▶ **Record excerpts**:
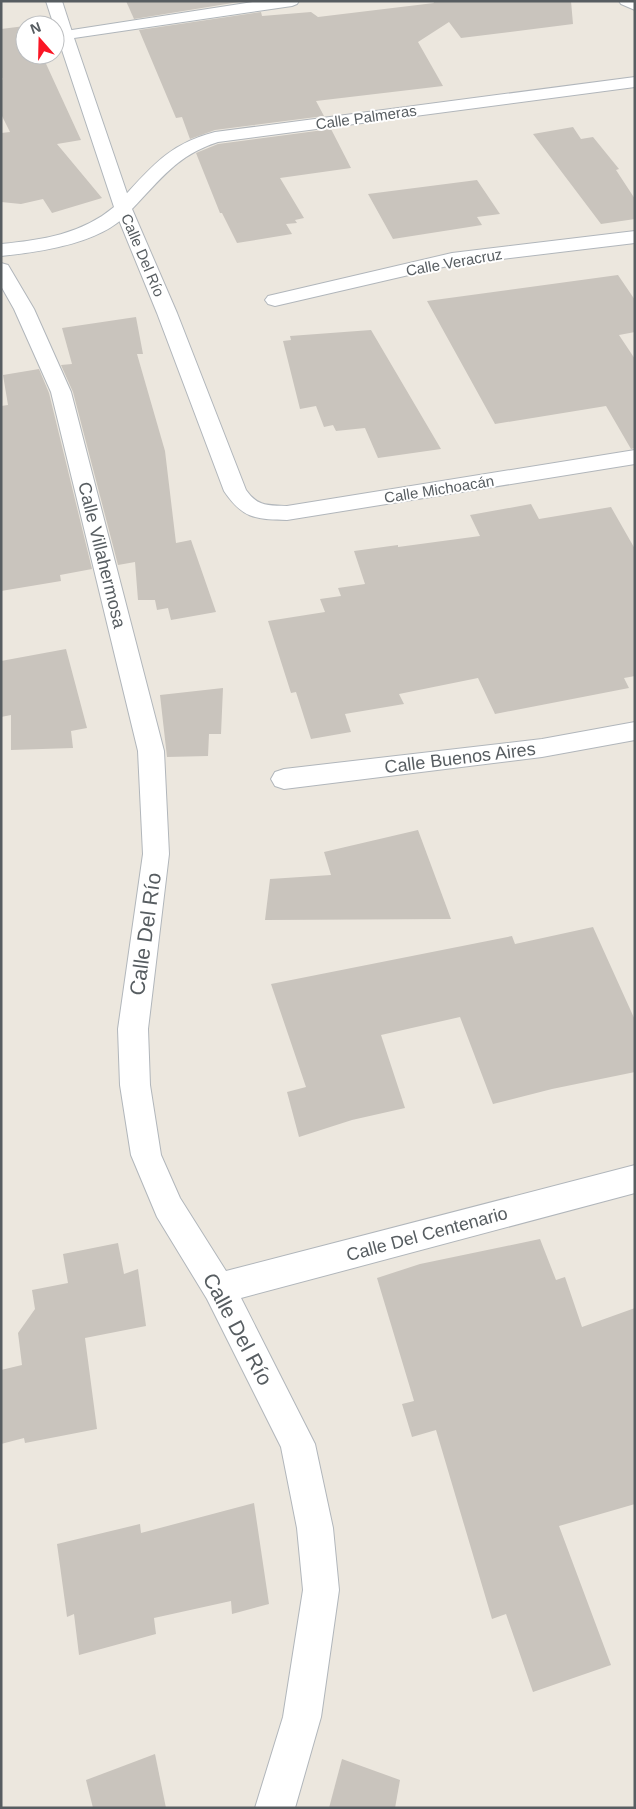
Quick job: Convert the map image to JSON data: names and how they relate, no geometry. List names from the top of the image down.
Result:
{
  "streets": {
    "street": [
      "Calle Palmeras",
      "Calle Del Río",
      "Calle Veracruz",
      "Calle Michoacán",
      "Calle Villahermosa",
      "Calle Buenos Aires",
      "Calle Del Centenario"
    ]
  },
  "crossings": [
    ["Calle Palmeras", "Calle Del Río"],
    ["Calle Del Río", "Calle Michoacán"],
    ["Calle Del Río", "Calle Villahermosa"],
    ["Calle Del Río", "Calle Del Centenario"]
  ],
  "north": "top"
}
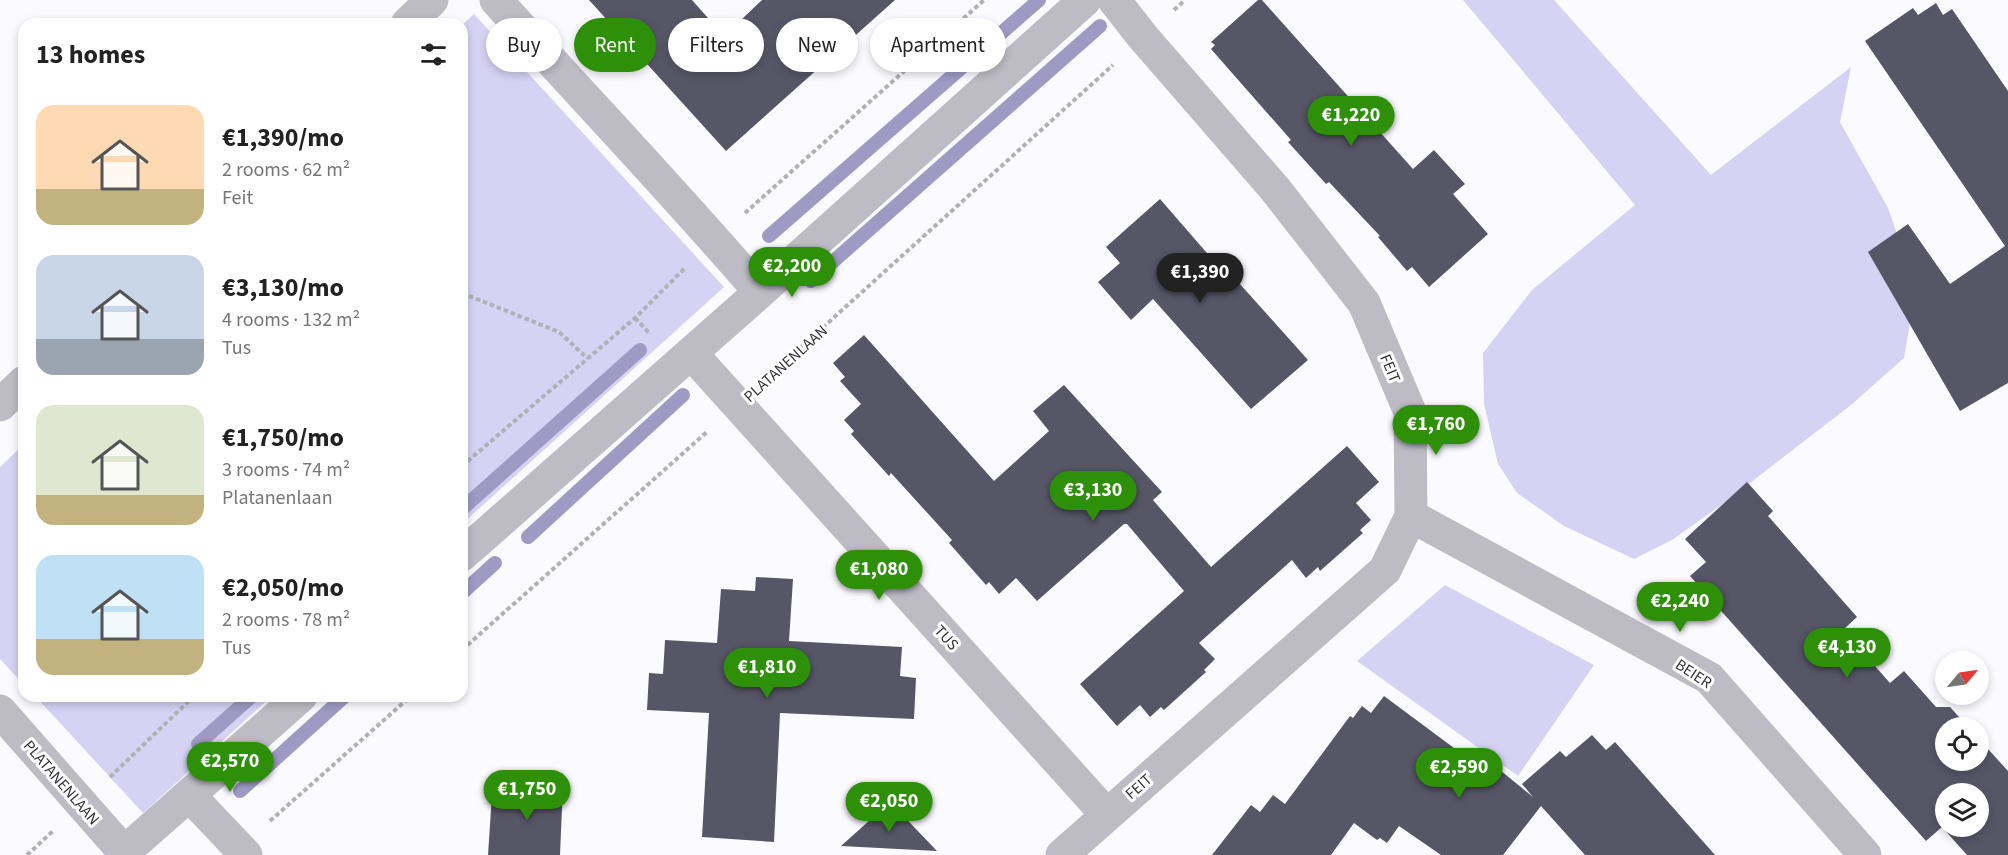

▶ **Exercise prompt**: Could you restate every record above word for word, dropping the pictures?

▶ **Reply to the exercise**:
Quick job: Convert the map image to JSON data: names and how they relate, no geometry. List names from the top of the image down.
Result:
{
  "streets": {
    "street": [
      "Calle Palmeras",
      "Calle Del Río",
      "Calle Veracruz",
      "Calle Michoacán",
      "Calle Villahermosa",
      "Calle Buenos Aires",
      "Calle Del Centenario"
    ]
  },
  "crossings": [
    ["Calle Palmeras", "Calle Del Río"],
    ["Calle Del Río", "Calle Michoacán"],
    ["Calle Del Río", "Calle Villahermosa"],
    ["Calle Del Río", "Calle Del Centenario"]
  ],
  "north": "top"
}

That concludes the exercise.